Probablemente los únicos caballos salvajes del mundo que galopan libres por un desierto. Pueden ser vistos en las inmediaciones de Aus, donde abrevan en el “waterhole” (charca de agua) de Garub mantenido especialmente para ellos. Sus orígenes siguen siendo un misterio, algunas de las teorías más aceptadas postulan que son descendientes de un semental que perteneció al capitán Von Wolf, propietario del castillo de Duwisib. Otras defienden que son los descendientes de los caballos abandonados por las tropas alemanas tras su rendición en la población de Aus durante la campaña de 1915 o, incluso, que fueron traídos por guerreros Nama en su expansión al norte del río Orange. La población total oscila entre los 150 y 160 individuos, la peculiaridad que los hace más interesantes es su adaptación, tanto morfológica como fisiológica al desierto en un espacio de tiempo increíblemente breve.
- El Fish River Canyon: Desde sus fuentes en Khomas, cerca de Windhoek, el río Fish fluye a través de planicies semidesérticas y no es hasta el final de su curso que desciende hasta el espectacular cañón al que da nombre, justo antes de confluir con el río Orange, ya en la frontera con Sudáfrica.
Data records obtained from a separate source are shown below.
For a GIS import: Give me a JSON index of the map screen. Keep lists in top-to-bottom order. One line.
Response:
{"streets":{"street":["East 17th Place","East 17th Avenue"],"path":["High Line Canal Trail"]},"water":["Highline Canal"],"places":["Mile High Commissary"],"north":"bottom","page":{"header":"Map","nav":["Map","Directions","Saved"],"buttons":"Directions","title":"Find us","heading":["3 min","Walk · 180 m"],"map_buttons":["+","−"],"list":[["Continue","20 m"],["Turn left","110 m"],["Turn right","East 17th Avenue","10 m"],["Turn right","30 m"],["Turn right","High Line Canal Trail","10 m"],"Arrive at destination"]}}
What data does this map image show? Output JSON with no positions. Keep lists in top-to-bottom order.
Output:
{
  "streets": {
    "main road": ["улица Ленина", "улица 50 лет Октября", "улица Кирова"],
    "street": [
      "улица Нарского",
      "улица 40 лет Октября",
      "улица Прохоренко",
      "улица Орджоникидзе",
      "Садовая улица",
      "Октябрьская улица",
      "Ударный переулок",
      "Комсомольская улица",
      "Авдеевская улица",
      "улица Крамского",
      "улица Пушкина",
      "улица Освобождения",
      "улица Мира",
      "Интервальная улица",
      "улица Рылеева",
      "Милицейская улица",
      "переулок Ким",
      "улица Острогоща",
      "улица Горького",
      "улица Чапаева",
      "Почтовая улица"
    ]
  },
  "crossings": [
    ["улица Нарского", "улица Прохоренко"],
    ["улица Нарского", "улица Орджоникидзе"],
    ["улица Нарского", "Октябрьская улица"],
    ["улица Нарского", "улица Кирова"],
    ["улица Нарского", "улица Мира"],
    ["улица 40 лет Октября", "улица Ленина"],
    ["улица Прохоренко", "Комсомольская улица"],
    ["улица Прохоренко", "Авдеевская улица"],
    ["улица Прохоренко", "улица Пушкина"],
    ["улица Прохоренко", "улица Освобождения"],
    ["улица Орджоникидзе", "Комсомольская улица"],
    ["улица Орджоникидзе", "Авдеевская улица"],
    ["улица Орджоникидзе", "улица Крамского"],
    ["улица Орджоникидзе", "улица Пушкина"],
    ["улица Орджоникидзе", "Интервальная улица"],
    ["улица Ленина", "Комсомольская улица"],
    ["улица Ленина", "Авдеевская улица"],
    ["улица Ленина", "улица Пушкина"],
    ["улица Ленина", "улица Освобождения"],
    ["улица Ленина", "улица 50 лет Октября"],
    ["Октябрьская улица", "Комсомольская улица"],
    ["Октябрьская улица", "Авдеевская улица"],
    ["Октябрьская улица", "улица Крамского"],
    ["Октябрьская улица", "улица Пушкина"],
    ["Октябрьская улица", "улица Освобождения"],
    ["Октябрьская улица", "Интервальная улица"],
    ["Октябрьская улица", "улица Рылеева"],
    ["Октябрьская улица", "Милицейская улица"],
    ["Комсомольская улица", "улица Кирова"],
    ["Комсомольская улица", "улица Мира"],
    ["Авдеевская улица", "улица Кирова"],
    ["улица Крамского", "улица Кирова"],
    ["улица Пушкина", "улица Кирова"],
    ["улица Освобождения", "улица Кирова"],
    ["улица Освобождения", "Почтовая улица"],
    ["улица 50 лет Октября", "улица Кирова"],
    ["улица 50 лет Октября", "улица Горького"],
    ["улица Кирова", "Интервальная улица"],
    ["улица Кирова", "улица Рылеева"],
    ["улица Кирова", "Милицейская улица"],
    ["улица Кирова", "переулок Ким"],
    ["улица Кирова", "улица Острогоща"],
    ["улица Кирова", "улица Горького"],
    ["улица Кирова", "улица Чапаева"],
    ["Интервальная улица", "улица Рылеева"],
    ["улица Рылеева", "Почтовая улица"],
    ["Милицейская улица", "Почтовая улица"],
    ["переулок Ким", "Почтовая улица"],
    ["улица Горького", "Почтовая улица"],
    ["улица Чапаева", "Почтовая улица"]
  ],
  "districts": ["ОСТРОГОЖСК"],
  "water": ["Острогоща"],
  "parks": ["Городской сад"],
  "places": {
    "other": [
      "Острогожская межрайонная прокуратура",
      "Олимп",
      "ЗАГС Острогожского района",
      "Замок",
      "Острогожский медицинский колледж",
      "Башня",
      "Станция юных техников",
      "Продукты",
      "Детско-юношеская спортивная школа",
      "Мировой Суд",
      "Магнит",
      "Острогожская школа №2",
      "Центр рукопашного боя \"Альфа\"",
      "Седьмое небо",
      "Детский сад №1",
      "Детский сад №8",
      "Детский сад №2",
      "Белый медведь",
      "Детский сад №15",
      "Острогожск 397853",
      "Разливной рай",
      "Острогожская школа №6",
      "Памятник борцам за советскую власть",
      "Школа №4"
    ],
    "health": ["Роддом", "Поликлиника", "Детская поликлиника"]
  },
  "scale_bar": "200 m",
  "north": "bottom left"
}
Sin duda alguna, el Fish River Canyon es uno de los relieves más remarcables de la geografía africana, siendo el primer cañón en dimensiones del continente y el segundo de la Tierra después del Colorado.
- Parque Nacional del Namib – Naukluft: En el Parque Nacional del Namib, uno de los escenarios más fascinantes del mundo encontraremos el desierto de Namib, el más antiguo del planeta, rodeado por montañas de arena rojiza que alcanzan los 350m; las dunas más altas del mundo. Sus inolvidables amaneceres y puestas de sol mientras la silueta de un solitario orix se diluye en el horizonte, nos harán sentir privilegiados espectadores de imágenes sólo recreadas en sueños. Desde que los primeros rayos de luz flirtean con las dunas, los colores de éstas van cambiando, pasando de un rojo intenso hasta el pálido gris de mediodía; nosotros, como no, estaremos allí en lo más alto de las dunas para no perder detalle.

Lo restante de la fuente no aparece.